# [What to produce]
All records, exactly as written, minus the pictures: copy them out.

Stored data
Start of Block

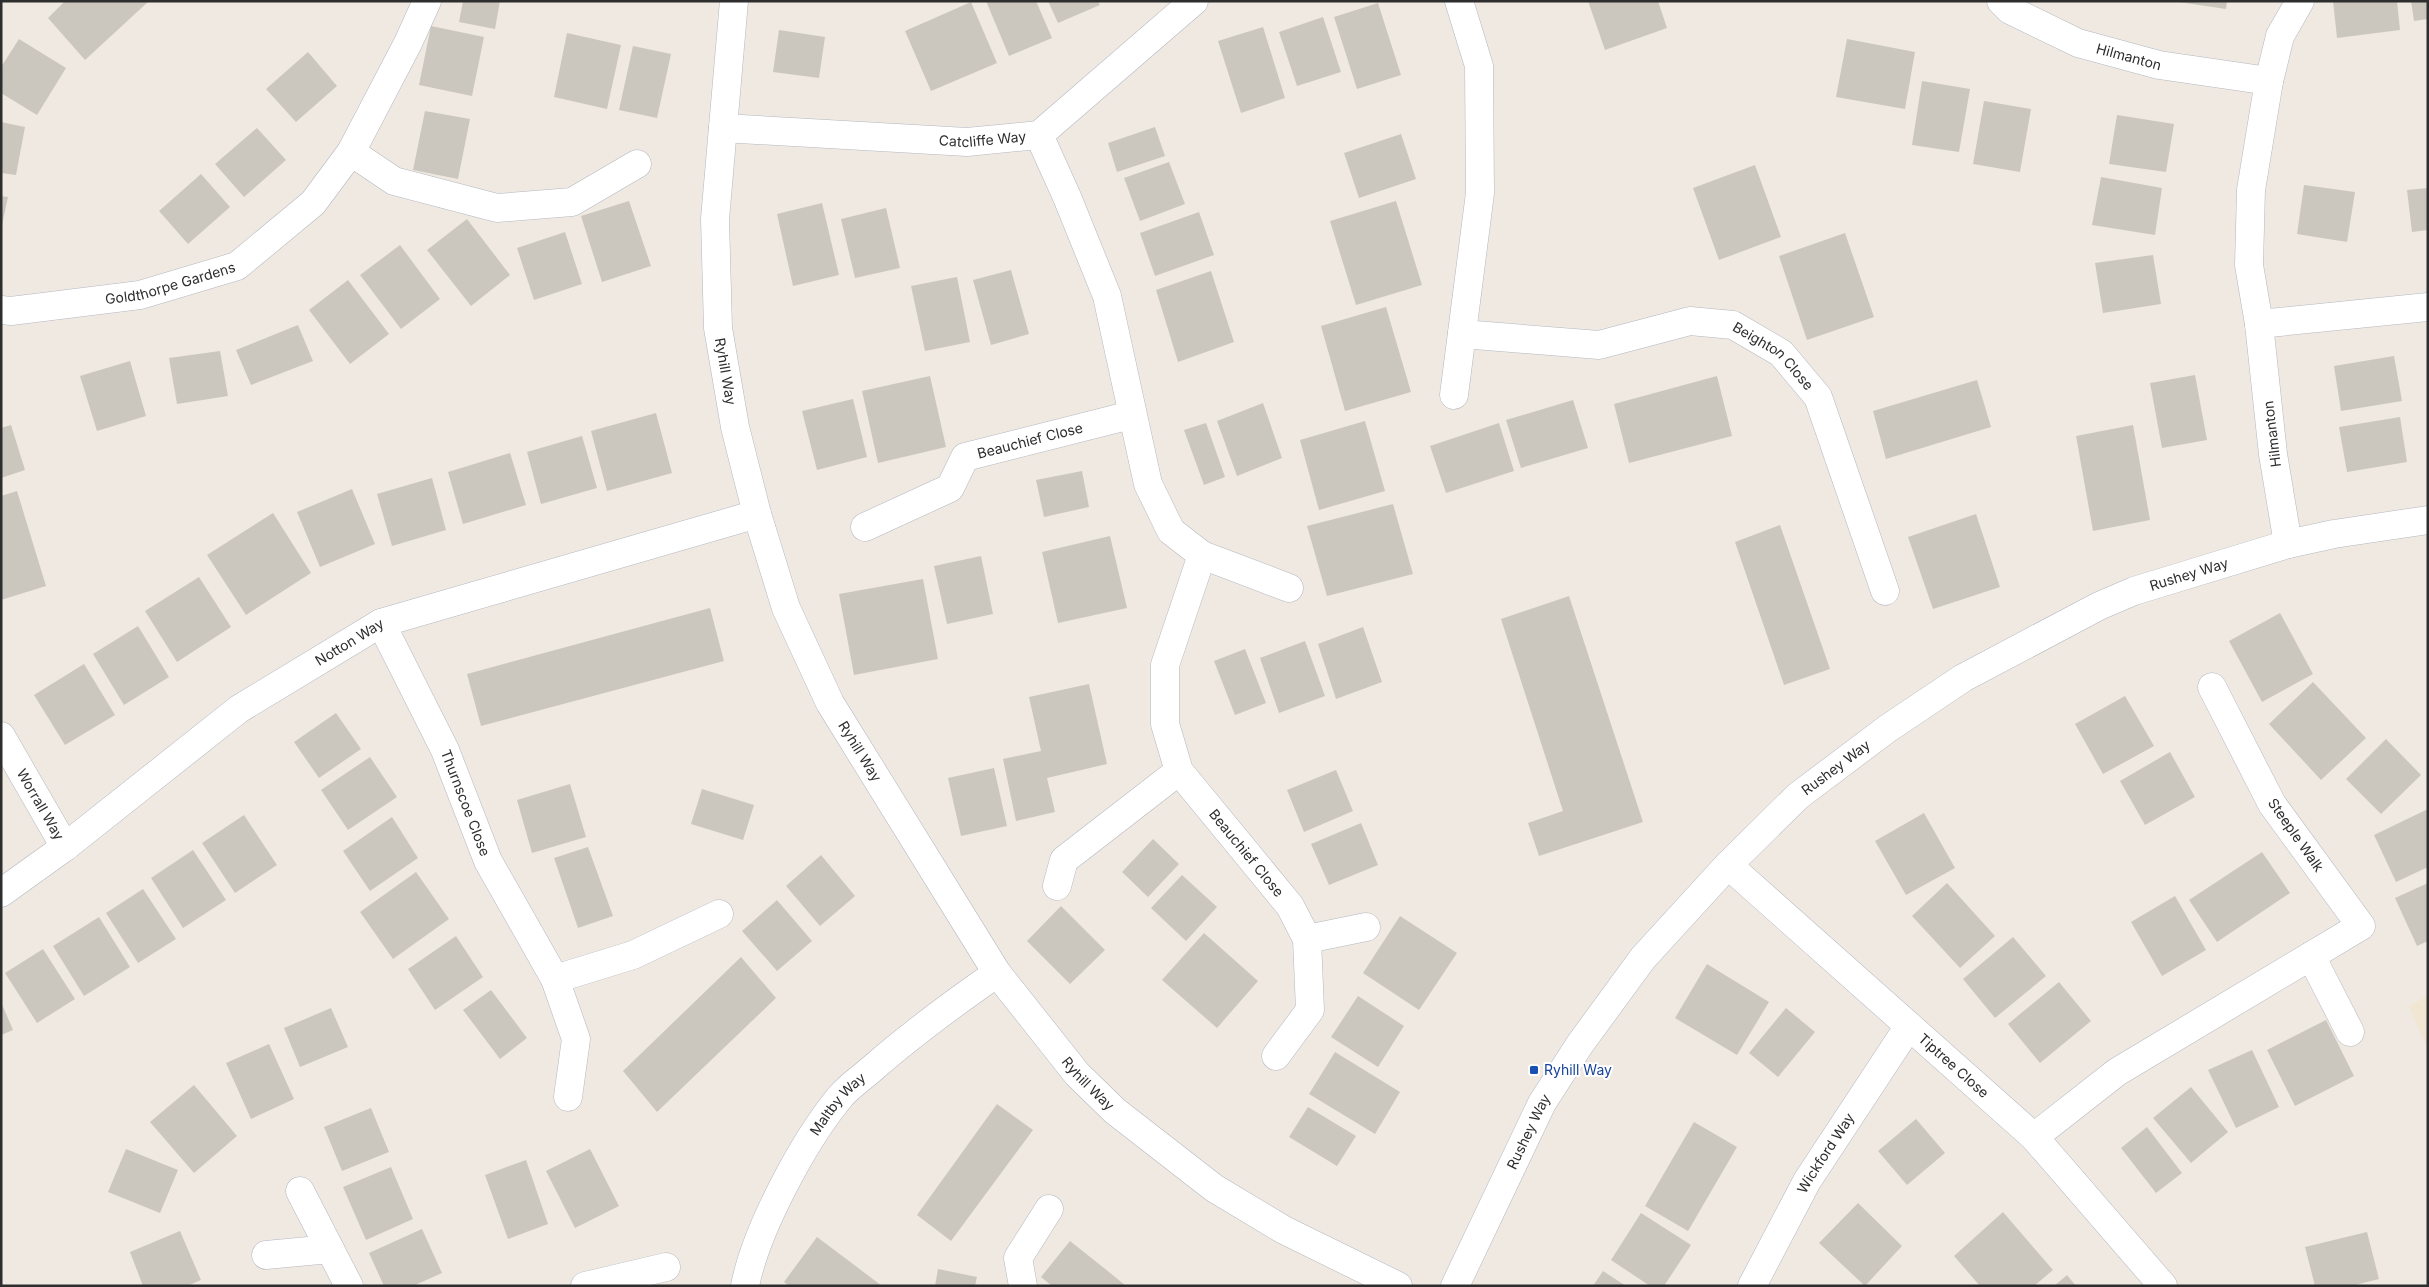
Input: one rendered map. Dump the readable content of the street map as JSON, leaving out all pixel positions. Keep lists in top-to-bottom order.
{
  "streets": {
    "street": [
      "Hilmanton",
      "Catcliffe Way",
      "Goldthorpe Gardens",
      "Beighton Close",
      "Ryhill Way",
      "Beauchief Close",
      "Rushey Way",
      "Notton Way",
      "Thurnscoe Close",
      "Worrall Way",
      "Steeple Walk",
      "Tiptree Close",
      "Maltby Way",
      "Wickford Way"
    ]
  },
  "crossings": [
    ["Hilmanton", "Rushey Way"],
    ["Catcliffe Way", "Ryhill Way"],
    ["Ryhill Way", "Notton Way"],
    ["Ryhill Way", "Maltby Way"],
    ["Rushey Way", "Tiptree Close"],
    ["Notton Way", "Thurnscoe Close"],
    ["Notton Way", "Worrall Way"],
    ["Steeple Walk", "Tiptree Close"],
    ["Tiptree Close", "Wickford Way"]
  ],
  "places": {
    "transit": ["Ryhill Way"]
  }
}
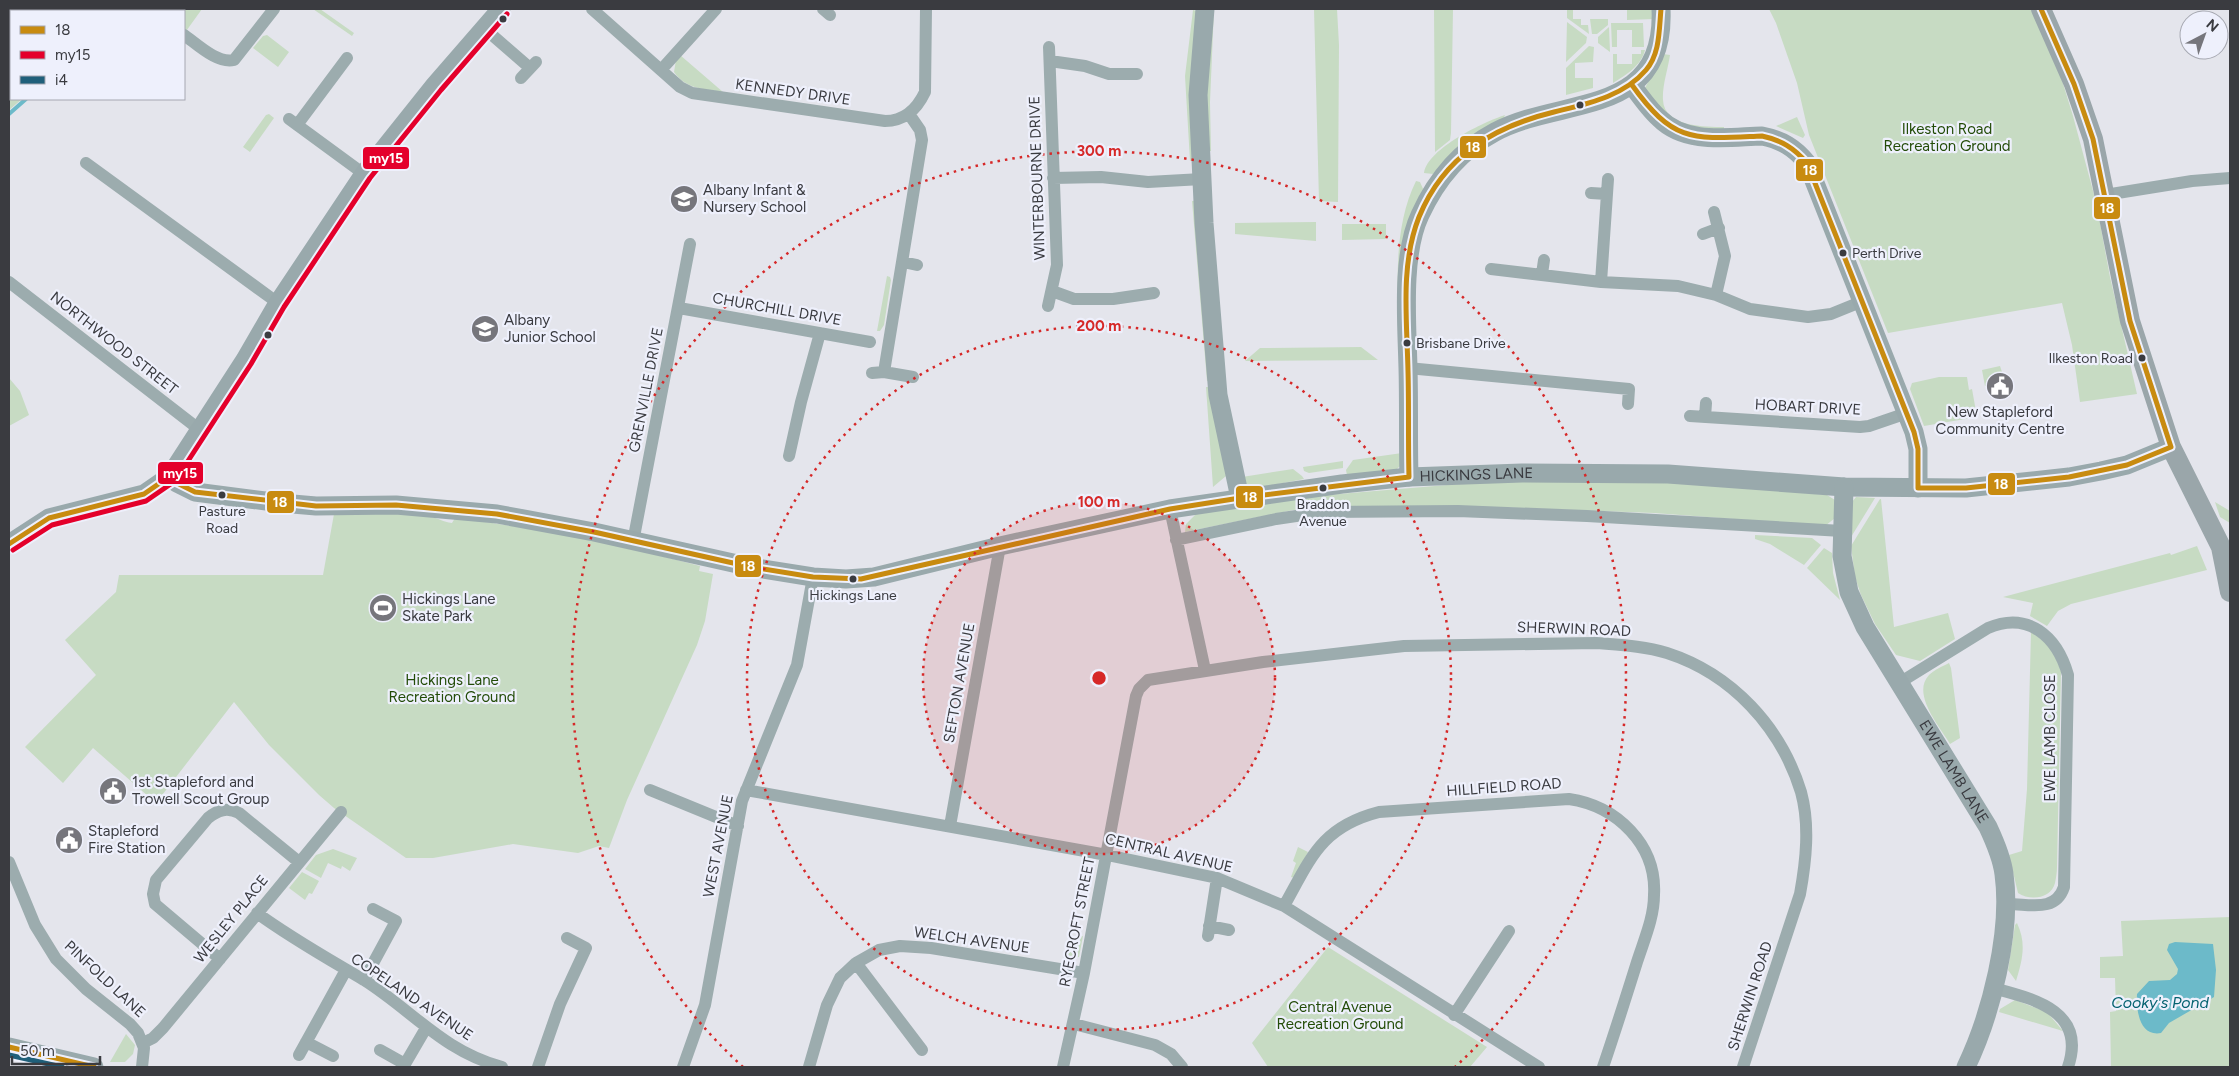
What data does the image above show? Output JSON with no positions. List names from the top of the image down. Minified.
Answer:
{"streets":{"main road":["HICKINGS LANE","EWE LAMB LANE"],"street":["KENNEDY DRIVE","WINTERBOURNE DRIVE","CHURCHILL DRIVE","NORTHWOOD STREET","GRENVILLE DRIVE","HOBART DRIVE","SHERWIN ROAD","SEFTON AVENUE","EWE LAMB CLOSE","HILLFIELD ROAD","WEST AVENUE","CENTRAL AVENUE","WESLEY PLACE","RYECROFT STREET","WELCH AVENUE","PINFOLD LANE","COPELAND AVENUE"]},"crossings":[["CHURCHILL DRIVE","GRENVILLE DRIVE"],["GRENVILLE DRIVE","HICKINGS LANE"],["HICKINGS LANE","SEFTON AVENUE"],["HICKINGS LANE","EWE LAMB LANE"],["HICKINGS LANE","WEST AVENUE"],["SHERWIN ROAD","RYECROFT STREET"],["SEFTON AVENUE","CENTRAL AVENUE"],["EWE LAMB CLOSE","EWE LAMB LANE"],["HILLFIELD ROAD","CENTRAL AVENUE"],["WEST AVENUE","CENTRAL AVENUE"],["CENTRAL AVENUE","RYECROFT STREET"],["WESLEY PLACE","PINFOLD LANE"],["WESLEY PLACE","COPELAND AVENUE"],["RYECROFT STREET","WELCH AVENUE"]],"water":["Cooky's Pond"],"parks":["Ilkeston Road Recreation Ground","Hickings Lane Recreation Ground","Central Avenue Recreation Ground"],"places":{"school or university":["Albany Infant & Nursery School","Albany Junior School"],"other":["Perth Drive","Brisbane Drive","Ilkeston Road","Braddon Avenue","Pasture Road","Hickings Lane"],"public building":["New Stapleford Community Centre","1st Stapleford and Trowell Scout Group","Stapleford Fire Station"],"sports":["Hickings Lane Skate Park"]},"lines":["transit line 18","transit line my15","transit line i4"],"legend":["18","my15","i4"],"scale_bar":"50 m","north":"top right","rings":["300 m","200 m","100 m"]}
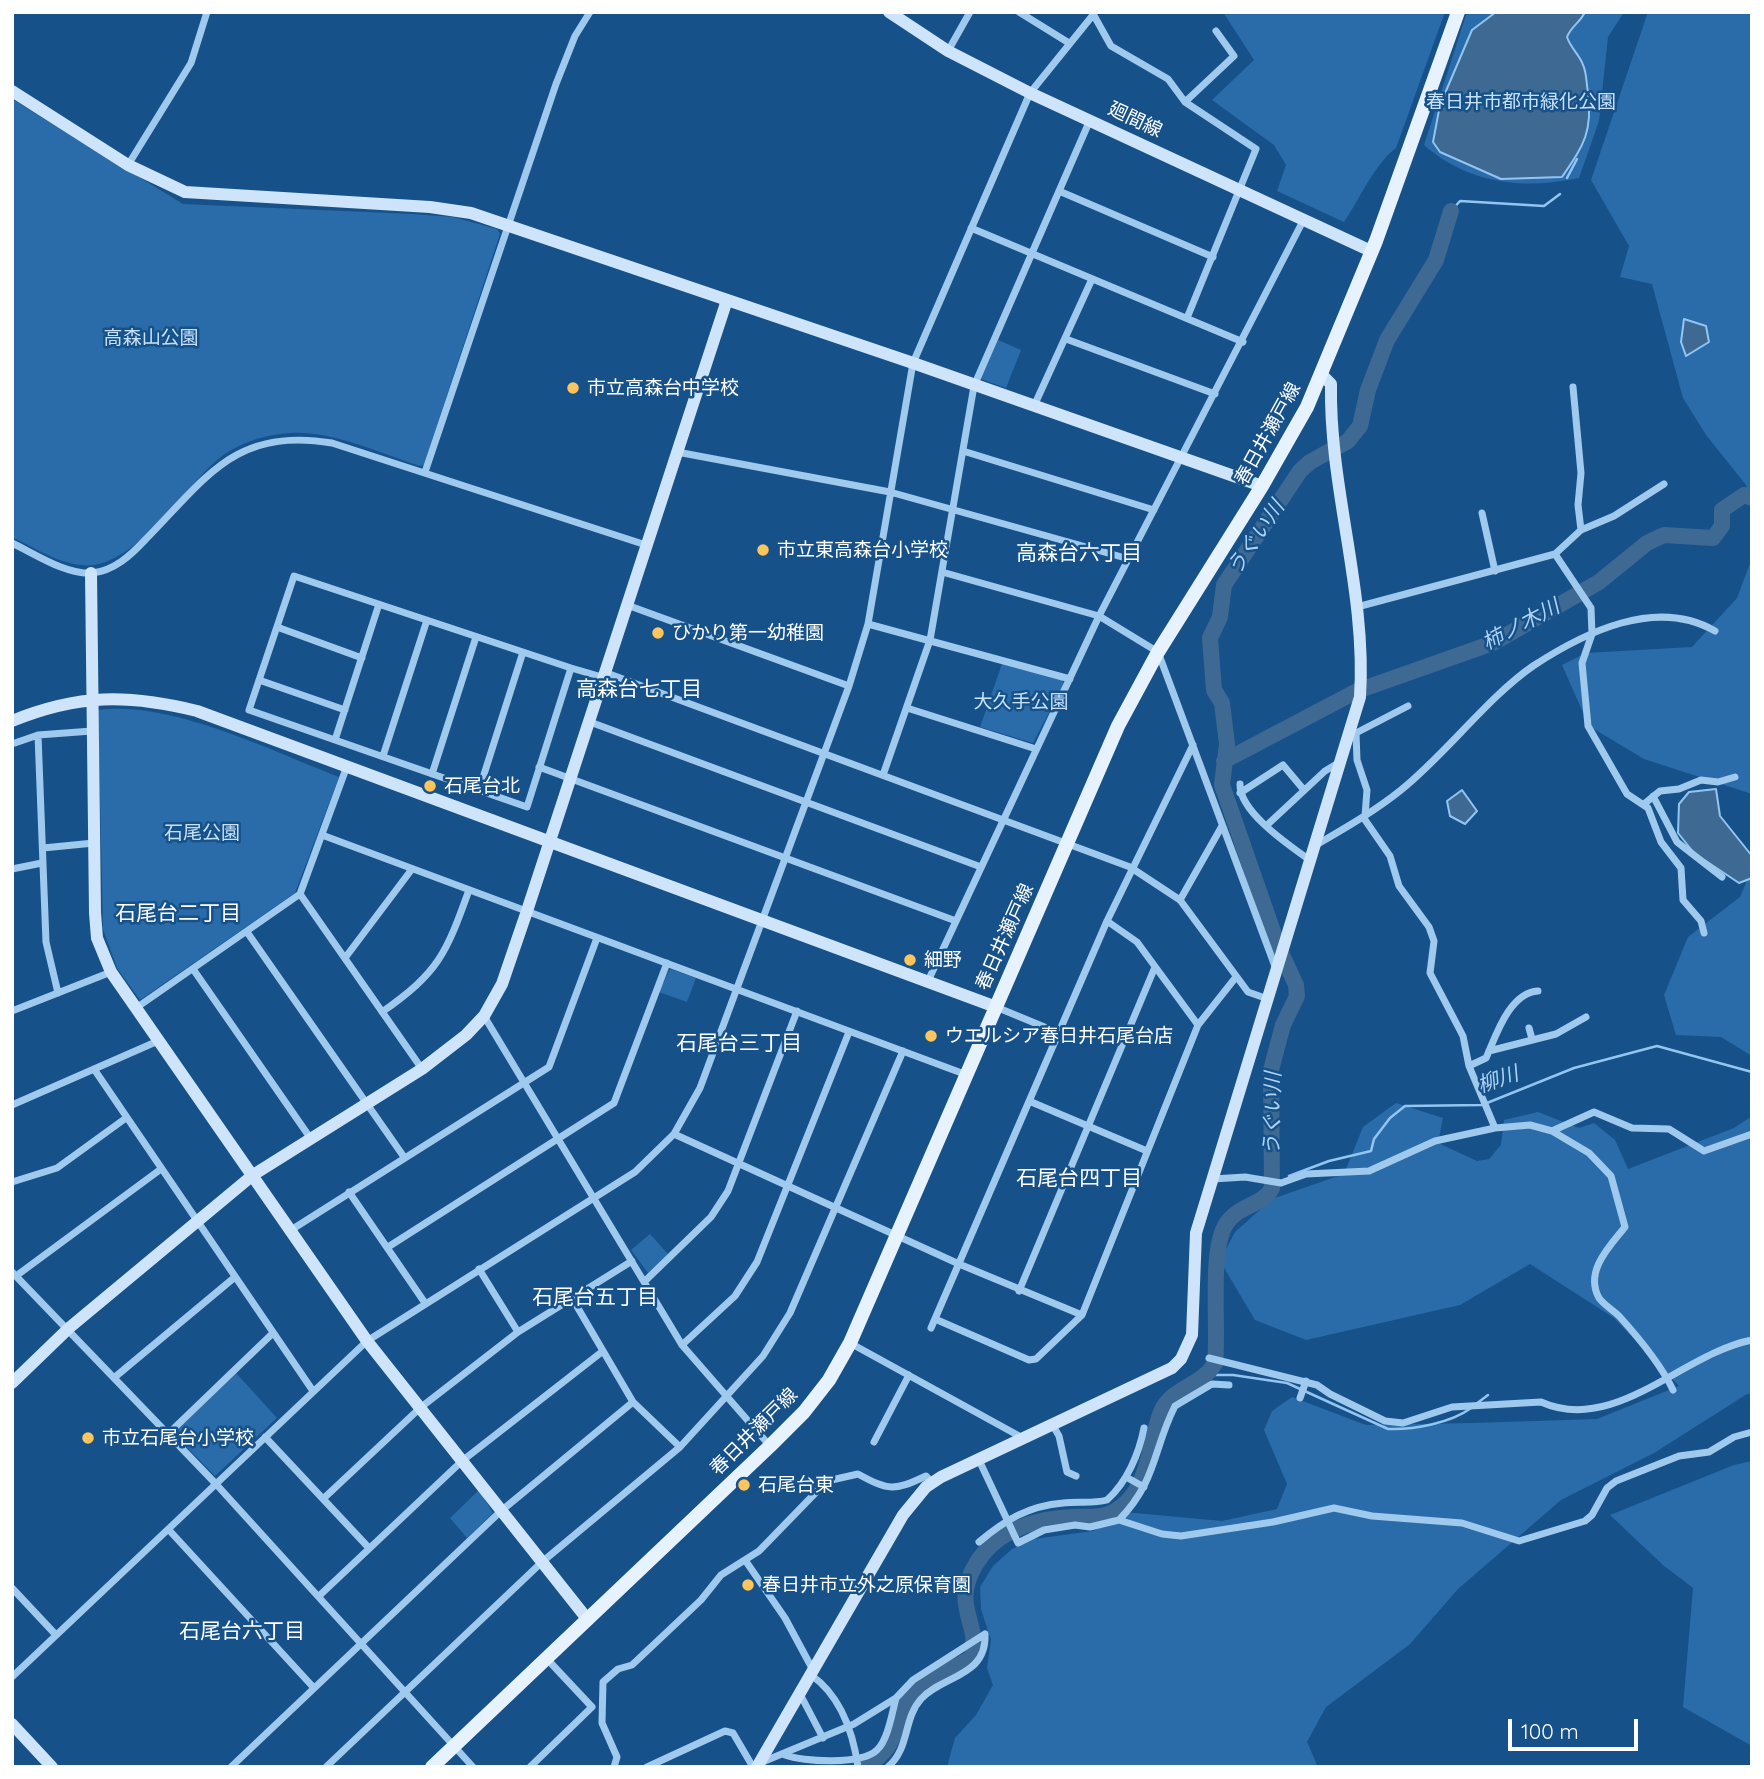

End of Block

# [Solution]
Input: one rendered map. Dump the readable content of the street map as JSON, leaving out all pixel positions. Keep lists in top-to-bottom order.
{
  "streets": {
    "street": [
      "Hilmanton",
      "Catcliffe Way",
      "Goldthorpe Gardens",
      "Beighton Close",
      "Ryhill Way",
      "Beauchief Close",
      "Rushey Way",
      "Notton Way",
      "Thurnscoe Close",
      "Worrall Way",
      "Steeple Walk",
      "Tiptree Close",
      "Maltby Way",
      "Wickford Way"
    ]
  },
  "crossings": [
    ["Hilmanton", "Rushey Way"],
    ["Catcliffe Way", "Ryhill Way"],
    ["Ryhill Way", "Notton Way"],
    ["Ryhill Way", "Maltby Way"],
    ["Rushey Way", "Tiptree Close"],
    ["Notton Way", "Thurnscoe Close"],
    ["Notton Way", "Worrall Way"],
    ["Steeple Walk", "Tiptree Close"],
    ["Tiptree Close", "Wickford Way"]
  ],
  "places": {
    "transit": ["Ryhill Way"]
  }
}
What data does the image above show? Output JSON with no positions. List names from the top of the image down. Minified.
Answer:
{"streets":{"main road":["HICKINGS LANE","EWE LAMB LANE"],"street":["KENNEDY DRIVE","WINTERBOURNE DRIVE","CHURCHILL DRIVE","NORTHWOOD STREET","GRENVILLE DRIVE","HOBART DRIVE","SHERWIN ROAD","SEFTON AVENUE","EWE LAMB CLOSE","HILLFIELD ROAD","WEST AVENUE","CENTRAL AVENUE","WESLEY PLACE","RYECROFT STREET","WELCH AVENUE","PINFOLD LANE","COPELAND AVENUE"]},"crossings":[["CHURCHILL DRIVE","GRENVILLE DRIVE"],["GRENVILLE DRIVE","HICKINGS LANE"],["HICKINGS LANE","SEFTON AVENUE"],["HICKINGS LANE","EWE LAMB LANE"],["HICKINGS LANE","WEST AVENUE"],["SHERWIN ROAD","RYECROFT STREET"],["SEFTON AVENUE","CENTRAL AVENUE"],["EWE LAMB CLOSE","EWE LAMB LANE"],["HILLFIELD ROAD","CENTRAL AVENUE"],["WEST AVENUE","CENTRAL AVENUE"],["CENTRAL AVENUE","RYECROFT STREET"],["WESLEY PLACE","PINFOLD LANE"],["WESLEY PLACE","COPELAND AVENUE"],["RYECROFT STREET","WELCH AVENUE"]],"water":["Cooky's Pond"],"parks":["Ilkeston Road Recreation Ground","Hickings Lane Recreation Ground","Central Avenue Recreation Ground"],"places":{"school or university":["Albany Infant & Nursery School","Albany Junior School"],"other":["Perth Drive","Brisbane Drive","Ilkeston Road","Braddon Avenue","Pasture Road","Hickings Lane"],"public building":["New Stapleford Community Centre","1st Stapleford and Trowell Scout Group","Stapleford Fire Station"],"sports":["Hickings Lane Skate Park"]},"lines":["transit line 18","transit line my15","transit line i4"],"legend":["18","my15","i4"],"scale_bar":"50 m","north":"top right","rings":["300 m","200 m","100 m"]}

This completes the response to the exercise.